The administration’s strategy, the official said, is to increase its engagement with governments across the Western Hemisphere – including longtime adversaries of the United States and allies of Russia. Just in the last week alone, the Biden administration boosted staffing at the U.S. Embassy in Cuba and launched talks with President Nicolás Maduro of Venezuela.
“Russia seeks a Cold War-like response from the United States, where we’re dividing the region into those who are friends and who are allies,” the official added. “That would certainly be a mistake.”
Argentina
Russia’s influence in Argentina has been growing over the years, a development highlighted on the eve of the invasion of Ukraine when President Alberto Fernandez met with Russian President Vladimir Putin in the Kremlin.
During the visit in early February, Fernandez said there is the need for his country to abandon its economic “dependence” on the United States and the International Monetary Fund and agreed to strengthen bilateral cooperation and trade relations between Russia and the South American nation.
Argentina can serve as a “point of entry” for Russia to expand its presence in Latin America, he offered.
Argentina and Russia hold a series of bilateral agreements signed as far back as the seventies, including technical military cooperation, cooperation on the peaceful uses of nuclear energy and on the mutual protection of secret information in the field of technical-military cooperation.
Brazil
Brazil’s far-right president, Jair Bolsonaro, visited Putin in Moscow just days before Russia’s invasion of Ukraine began. Bolsonaro has pledged neutrality on the conflict ever since – but the nation’s vice president has condemned it, and its U.N. ambassador voted against Russia in a General Assembly vote on the conflict last week, accusing Moscow of “crossing the red line.”
As two nations within the BRICS – an economic association of Brazil, Russia, India, China, and South Africa, five emerging economies – Brazil and Russia have grown increasingly intertwined in recent years, with Bolsonaro and Putin fostering a strong personal relationship.
Before their meeting in February, the Kremlin said that Putin planned to raise “current issues in today’s global order” with the Brazilian president.
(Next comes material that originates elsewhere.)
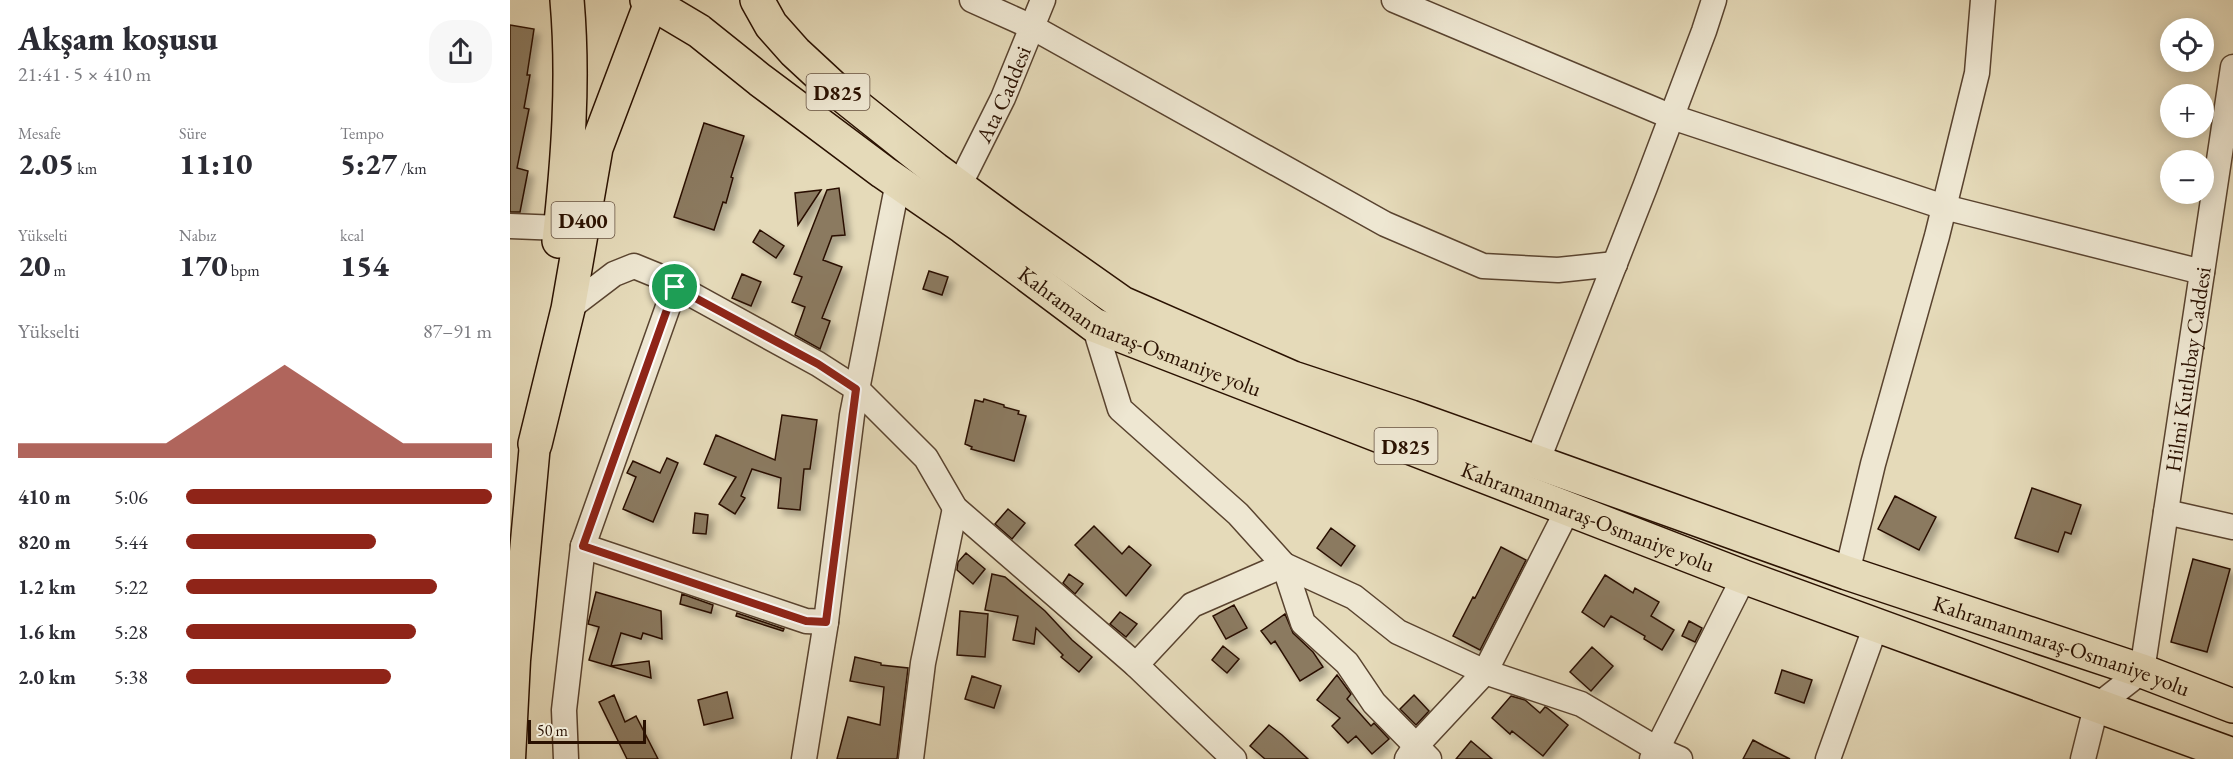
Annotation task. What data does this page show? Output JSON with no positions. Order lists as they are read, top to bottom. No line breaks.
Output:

Bolsonaro, for his part, said he went to Moscow to secure a deal on Russian fertilizers for Brazil’s agricultural sector.
Colombia
One of America’s closest military allies in the region and a formal partner of NATO, Colombia has condemned Russia’s invasion of Ukraine from the outset and supports international sanctions on Moscow.
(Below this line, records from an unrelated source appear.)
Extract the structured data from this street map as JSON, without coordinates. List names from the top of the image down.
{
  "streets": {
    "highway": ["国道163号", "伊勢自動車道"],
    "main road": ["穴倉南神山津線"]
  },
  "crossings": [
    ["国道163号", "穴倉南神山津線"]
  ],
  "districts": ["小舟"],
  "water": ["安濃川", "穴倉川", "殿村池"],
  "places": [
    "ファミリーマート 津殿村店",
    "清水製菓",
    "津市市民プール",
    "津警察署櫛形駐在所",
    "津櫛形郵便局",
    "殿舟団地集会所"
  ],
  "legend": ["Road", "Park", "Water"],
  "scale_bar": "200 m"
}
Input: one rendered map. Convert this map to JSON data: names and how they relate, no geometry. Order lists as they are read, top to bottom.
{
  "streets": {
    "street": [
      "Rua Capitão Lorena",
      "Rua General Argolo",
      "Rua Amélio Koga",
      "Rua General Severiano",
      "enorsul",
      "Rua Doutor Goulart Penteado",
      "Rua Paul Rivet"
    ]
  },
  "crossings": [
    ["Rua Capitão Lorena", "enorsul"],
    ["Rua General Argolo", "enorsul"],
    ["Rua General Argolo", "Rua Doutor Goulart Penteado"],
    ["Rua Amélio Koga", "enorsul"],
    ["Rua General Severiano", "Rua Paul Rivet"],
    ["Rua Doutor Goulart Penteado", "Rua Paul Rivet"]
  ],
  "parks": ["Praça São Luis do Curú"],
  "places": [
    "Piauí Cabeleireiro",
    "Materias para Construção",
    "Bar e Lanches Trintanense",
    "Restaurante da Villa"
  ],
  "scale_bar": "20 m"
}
“We have made a strong stand against the brutal, unjustified attack from Russia to Ukraine,” Colombian President Iván Duque Márquez said while visiting the White House on Thursday. “This has been a very horrifying moment for the world.”
Duque has long been concerned with Russia’s military sales to neighboring Venezuela and expressed skepticism this week over Washington’s surprise outreach to Maduro, whose grip on power has led to an overwhelming refugee surge to Colombia since 2015.
In Washington, Duque said that Colombia continues to view Maduro as a negative force in the region and noted that Bogota currently produces more barrels of oil per day than Caracas does.
Cuba
Cuba has a longstanding relationship with Russia and remains one of its strongest allies in the region. But even Havana declined to endorse Putin’s war in Ukraine in a telling U.N. General Assembly vote that took place the days after the assault began.
While Cuba has aligned with Putin by parroting the Kremlin’s justifications for the invasion and spreading disinformation about the conflict through its state media, it is trying to walk a fine line in its public statements, avoiding condemnation of Russia but also staying away from a full endorsement of the war. Russia is an important creditor and the two countries have strengthened military and security cooperation in the past few years. But Europe and Canada are also important trading partners and investors in the country and the Cuban leadership is wary of further sanctions that could tank the island’s economy, already in shambles.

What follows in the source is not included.